Start of Block

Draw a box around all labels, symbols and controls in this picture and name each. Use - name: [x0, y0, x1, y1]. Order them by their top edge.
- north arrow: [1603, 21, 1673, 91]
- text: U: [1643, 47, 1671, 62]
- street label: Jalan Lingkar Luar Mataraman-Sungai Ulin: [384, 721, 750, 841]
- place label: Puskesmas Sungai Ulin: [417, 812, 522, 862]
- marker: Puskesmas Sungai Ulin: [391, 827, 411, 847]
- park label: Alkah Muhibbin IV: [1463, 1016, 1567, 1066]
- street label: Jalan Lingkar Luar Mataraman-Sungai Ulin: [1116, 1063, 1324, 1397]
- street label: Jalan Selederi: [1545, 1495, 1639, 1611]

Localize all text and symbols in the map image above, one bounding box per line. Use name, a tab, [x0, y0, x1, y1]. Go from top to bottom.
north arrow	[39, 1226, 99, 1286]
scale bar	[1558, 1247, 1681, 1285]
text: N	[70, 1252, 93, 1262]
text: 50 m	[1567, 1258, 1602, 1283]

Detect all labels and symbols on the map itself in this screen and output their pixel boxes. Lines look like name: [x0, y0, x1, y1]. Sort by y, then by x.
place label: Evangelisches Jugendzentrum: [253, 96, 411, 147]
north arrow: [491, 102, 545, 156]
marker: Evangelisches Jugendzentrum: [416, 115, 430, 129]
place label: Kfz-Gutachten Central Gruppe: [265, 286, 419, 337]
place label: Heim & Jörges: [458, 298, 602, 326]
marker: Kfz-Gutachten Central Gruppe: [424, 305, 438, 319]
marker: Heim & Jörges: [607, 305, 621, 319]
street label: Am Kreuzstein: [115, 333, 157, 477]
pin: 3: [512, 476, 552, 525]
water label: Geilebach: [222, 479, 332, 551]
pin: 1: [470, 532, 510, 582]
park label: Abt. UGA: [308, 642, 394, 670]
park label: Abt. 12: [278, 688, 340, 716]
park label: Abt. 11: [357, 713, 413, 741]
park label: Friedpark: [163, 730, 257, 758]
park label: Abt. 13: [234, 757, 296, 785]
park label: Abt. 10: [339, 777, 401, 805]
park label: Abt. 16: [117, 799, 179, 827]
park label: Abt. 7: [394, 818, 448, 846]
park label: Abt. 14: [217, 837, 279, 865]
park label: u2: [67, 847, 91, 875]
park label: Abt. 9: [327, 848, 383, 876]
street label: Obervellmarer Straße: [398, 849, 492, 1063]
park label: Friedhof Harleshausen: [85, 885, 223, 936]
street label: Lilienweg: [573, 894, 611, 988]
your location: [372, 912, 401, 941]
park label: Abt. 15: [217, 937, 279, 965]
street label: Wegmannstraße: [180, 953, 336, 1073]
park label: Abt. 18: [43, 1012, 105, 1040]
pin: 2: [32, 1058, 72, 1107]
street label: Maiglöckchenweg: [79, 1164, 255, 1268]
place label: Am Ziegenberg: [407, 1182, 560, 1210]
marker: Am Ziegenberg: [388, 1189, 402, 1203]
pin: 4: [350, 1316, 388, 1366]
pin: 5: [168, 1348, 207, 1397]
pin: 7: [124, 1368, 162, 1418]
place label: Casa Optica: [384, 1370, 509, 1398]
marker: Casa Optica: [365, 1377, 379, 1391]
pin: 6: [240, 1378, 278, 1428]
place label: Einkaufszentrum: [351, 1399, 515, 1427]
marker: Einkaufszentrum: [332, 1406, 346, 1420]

End of Block

#### Work instruction:
Could you give the data again, word for word?

#### Your response:
Draw a box around all labels, symbols and controls in this picture and name each. Use - name: [x0, y0, x1, y1]. Order them by their top edge.
- north arrow: [1603, 21, 1673, 91]
- text: U: [1643, 47, 1671, 62]
- street label: Jalan Lingkar Luar Mataraman-Sungai Ulin: [384, 721, 750, 841]
- place label: Puskesmas Sungai Ulin: [417, 812, 522, 862]
- marker: Puskesmas Sungai Ulin: [391, 827, 411, 847]
- park label: Alkah Muhibbin IV: [1463, 1016, 1567, 1066]
- street label: Jalan Lingkar Luar Mataraman-Sungai Ulin: [1116, 1063, 1324, 1397]
- street label: Jalan Selederi: [1545, 1495, 1639, 1611]

Localize all text and symbols in the map image above, one bounding box per line. Use name, a tab, [x0, y0, x1, y1]. Go from top to bottom.
north arrow	[39, 1226, 99, 1286]
scale bar	[1558, 1247, 1681, 1285]
text: N	[70, 1252, 93, 1262]
text: 50 m	[1567, 1258, 1602, 1283]

Detect all labels and symbols on the map itself in this screen and output their pixel boxes. Lines look like name: [x0, y0, x1, y1]. Sort by y, then by x.
place label: Evangelisches Jugendzentrum: [253, 96, 411, 147]
north arrow: [491, 102, 545, 156]
marker: Evangelisches Jugendzentrum: [416, 115, 430, 129]
place label: Kfz-Gutachten Central Gruppe: [265, 286, 419, 337]
place label: Heim & Jörges: [458, 298, 602, 326]
marker: Kfz-Gutachten Central Gruppe: [424, 305, 438, 319]
marker: Heim & Jörges: [607, 305, 621, 319]
street label: Am Kreuzstein: [115, 333, 157, 477]
pin: 3: [512, 476, 552, 525]
water label: Geilebach: [222, 479, 332, 551]
pin: 1: [470, 532, 510, 582]
park label: Abt. UGA: [308, 642, 394, 670]
park label: Abt. 12: [278, 688, 340, 716]
park label: Abt. 11: [357, 713, 413, 741]
park label: Friedpark: [163, 730, 257, 758]
park label: Abt. 13: [234, 757, 296, 785]
park label: Abt. 10: [339, 777, 401, 805]
park label: Abt. 16: [117, 799, 179, 827]
park label: Abt. 7: [394, 818, 448, 846]
park label: Abt. 14: [217, 837, 279, 865]
park label: u2: [67, 847, 91, 875]
park label: Abt. 9: [327, 848, 383, 876]
street label: Obervellmarer Straße: [398, 849, 492, 1063]
park label: Friedhof Harleshausen: [85, 885, 223, 936]
street label: Lilienweg: [573, 894, 611, 988]
your location: [372, 912, 401, 941]
park label: Abt. 15: [217, 937, 279, 965]
street label: Wegmannstraße: [180, 953, 336, 1073]
park label: Abt. 18: [43, 1012, 105, 1040]
pin: 2: [32, 1058, 72, 1107]
street label: Maiglöckchenweg: [79, 1164, 255, 1268]
place label: Am Ziegenberg: [407, 1182, 560, 1210]
marker: Am Ziegenberg: [388, 1189, 402, 1203]
pin: 4: [350, 1316, 388, 1366]
pin: 5: [168, 1348, 207, 1397]
pin: 7: [124, 1368, 162, 1418]
place label: Casa Optica: [384, 1370, 509, 1398]
marker: Casa Optica: [365, 1377, 379, 1391]
pin: 6: [240, 1378, 278, 1428]
place label: Einkaufszentrum: [351, 1399, 515, 1427]
marker: Einkaufszentrum: [332, 1406, 346, 1420]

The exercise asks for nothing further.